Obstructive Sleep Apnea and Hypertension: Updates to a Critical Relationship.
Study Goal
The researchers examined the impact of high-fat diet cravings on gut microbiome alterations and immune function in patients with obstructive sleep apnea (OSA) and hypertension (HTN).
Results Summary
The study found that high-fat diet cravings in OSA patients lead to gut microbiome neo-colonization, which alters immune function and worsens hypertension. No specific benefits of high-fat diet were reported.
Population
Patients with obstructive sleep apnea (OSA) and hypertension (HTN), particularly young patients aged 18-35 with HTN not attributed to secondary causes.
Effective Dosage
Not specified
Duration
Not specified
Interactions
None mentioned
| Intervention | Direction | Endpoint | Population | Dosage | Impact | Claim # |
|---|---|---|---|---|---|---|
Mild sleep apnea | increase | HTN | - | - | increases the risk for | #1 |
OSA | increase | HTN not attributed to secondary causes | 89% of young patients aged 18-35 | 89% | underlying in | #2 |
Home sleep studies | no change | OSA diagnosis | - | - | are noninferior to | #3 |
Nocturnal oxygen desaturation rate | increase | HTN severity | - | - | is positively correlated with | #4 |
Gut microbiome neo-colonization in response to high-fat diet cravings | increase | immune function | patients with OSA | - | alters | #5 |
Gut microbiome neo-colonization in response to high-fat diet cravings | increase | HTN | patients with OSA | - | worsens | #6 |
Carbonic anhydrase inhibitors | increase | OSA-associated HTN treatment | - | - | show newfound potential for | #7 |
Probiotics | increase | OSA-associated HTN treatment | - | - | show newfound potential for | #8 |
OSA recognition | increase | hospital outcomes after a STEMI | - | - | improves | #9 |
Hypoxia | increase | Hypoxia-inducible factor (HIF) transcription | - | dose-dependent manner | increases | #10 |
HIFs | increase | cancer growth | - | - | are strongly linked to | #11 |
OSA | increase | blood pressure (BP) control | - | dose-response effect | challenges | #12 |
PURPOSE OF REVIEW: Obstructive sleep apnea (OSA) is an underdiagnosed illness linked to essential hypertension (HTN), resistant hypertension (r-HTN), and cardiovascular disease (CVD). This review provides updates on the epidemiology, pathophysiology, and treatments of OSA-associated HTN. RECENT FINDINGS: Mild sleep apnea increases the risk for HTN. Eighty-nine percent of young patients aged 18-35 with HTN not attributed to secondary causes have underlying OSA. Home sleep studies are noninferior to formal polysomnography for OSA diagnosis. Nocturnal oxygen desaturation rate is positively correlated with HTN severity.

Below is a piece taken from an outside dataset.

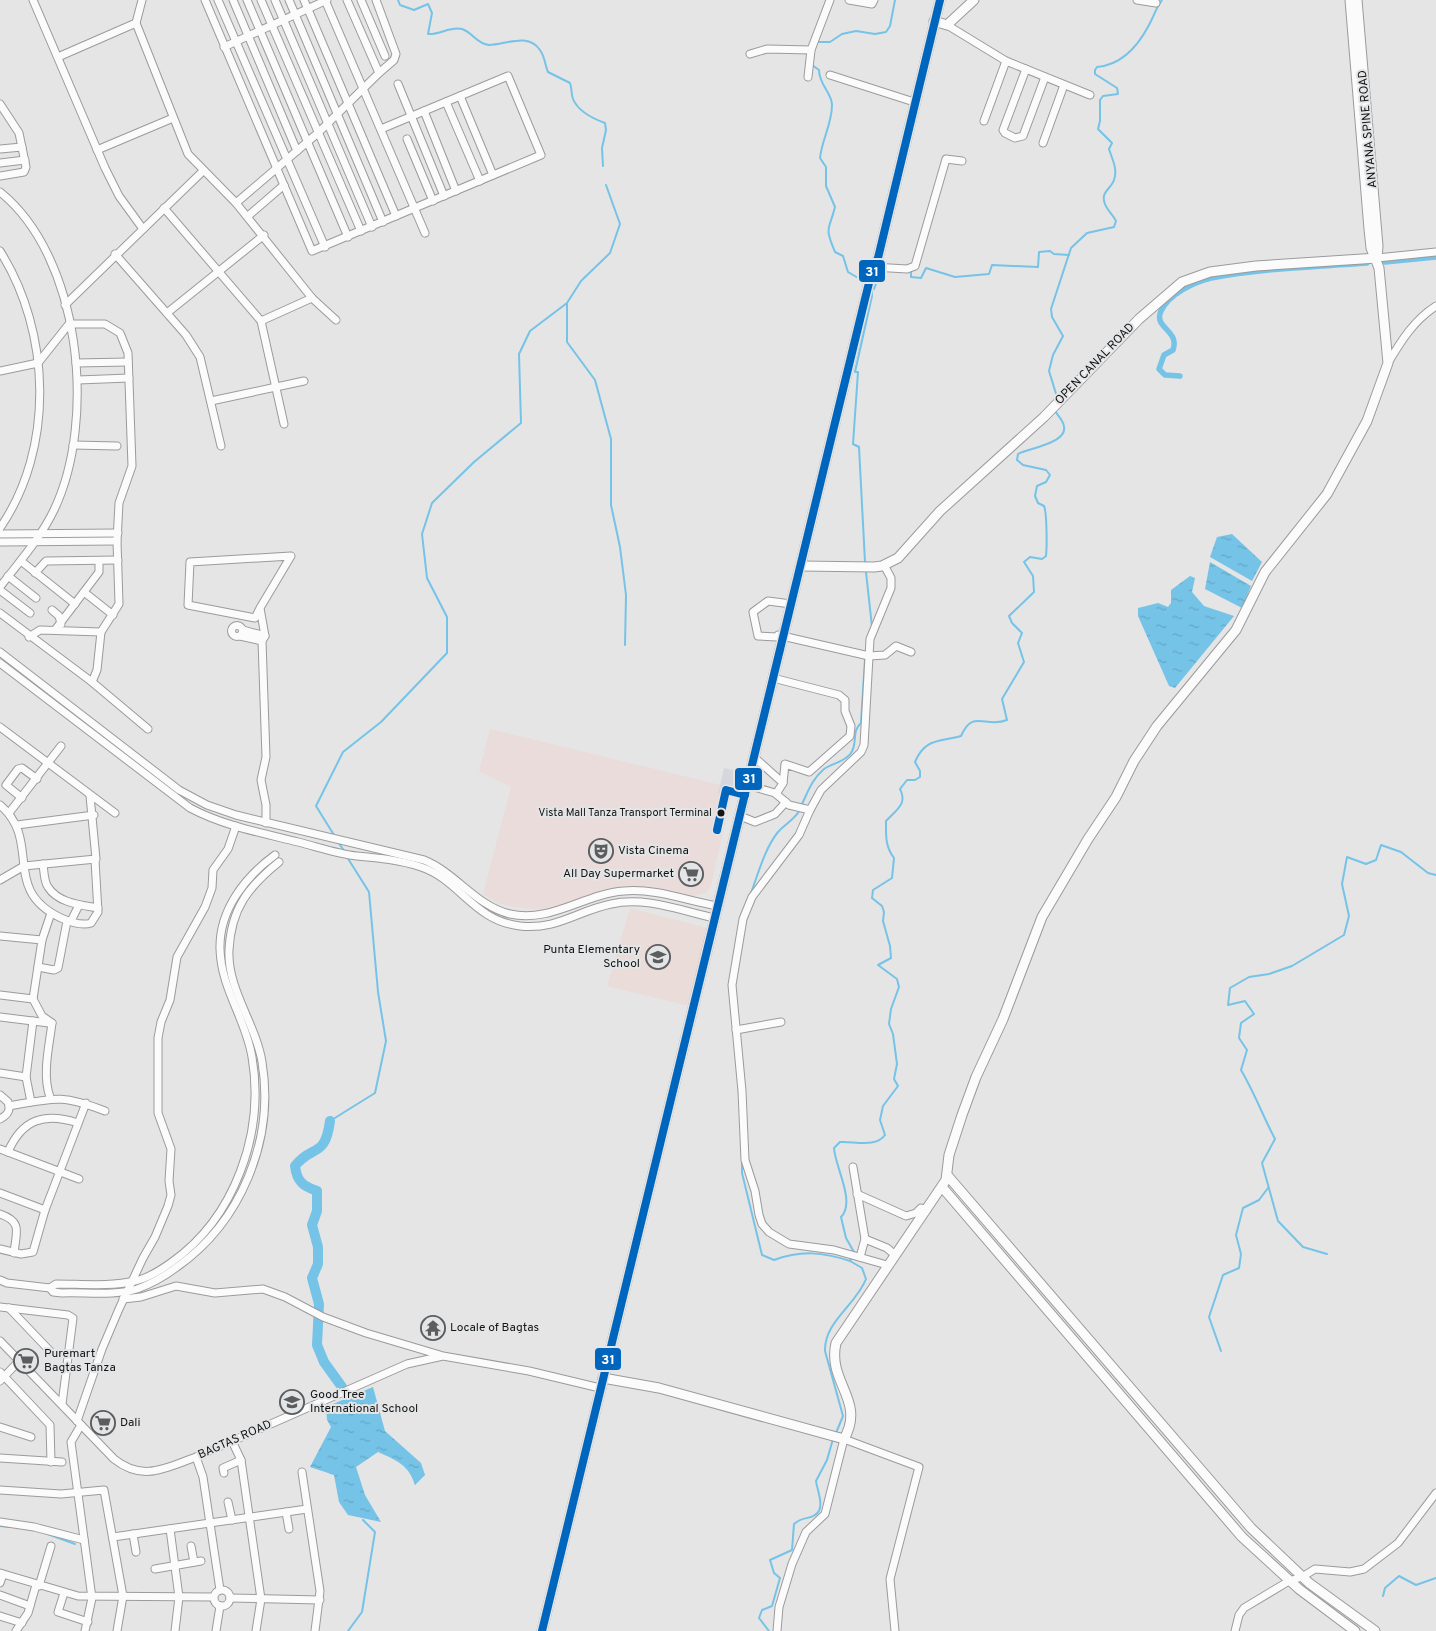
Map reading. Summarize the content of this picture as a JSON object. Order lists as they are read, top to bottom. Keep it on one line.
{"streets":{"main road":["ANYANA SPINE ROAD","OPEN CANAL ROAD"],"street":["BAGTAS ROAD"]},"crossings":[["ANYANA SPINE ROAD","OPEN CANAL ROAD"]],"places":{"other":["Vista Mall Tanza Transport Terminal"],"theatre":["Vista Cinema"],"supermarket":["All Day Supermarket","Puremart Bagtas Tanza","Dali"],"school or university":["Punta Elementary School","Good Tree International School"],"temple":["Locale of Bagtas"]},"lines":["transit line 31"]}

Gut microbiome neo-colonization in response to high-fat diet cravings in patients with OSA alters immune function and worsens HTN. Carbonic anhydrase inhibitors and probiotics show newfound potential for OSA-associated HTN treatment. OSA recognition improves hospital outcomes after a STEMI. Hypoxia-inducible factor (HIF) transcription increases in a dose-dependent manner to hypoxia, and HIFs are strongly linked to cancer growth. OSA and HTN are comorbid conditions with adversely connected pathophysiology including sympathetic hyperactivity, gut dysbiosis, proinflammation, endothelial damage, rostral fluid shifts, pharyngeal collapse, intravascular fluid retention, nocturnal energy expenditure, and metabolic derangements. The dose-response effect of OSA on HTN severity challenges blood pressure (BP) control, so those with refractory HTN should be screened for OSA.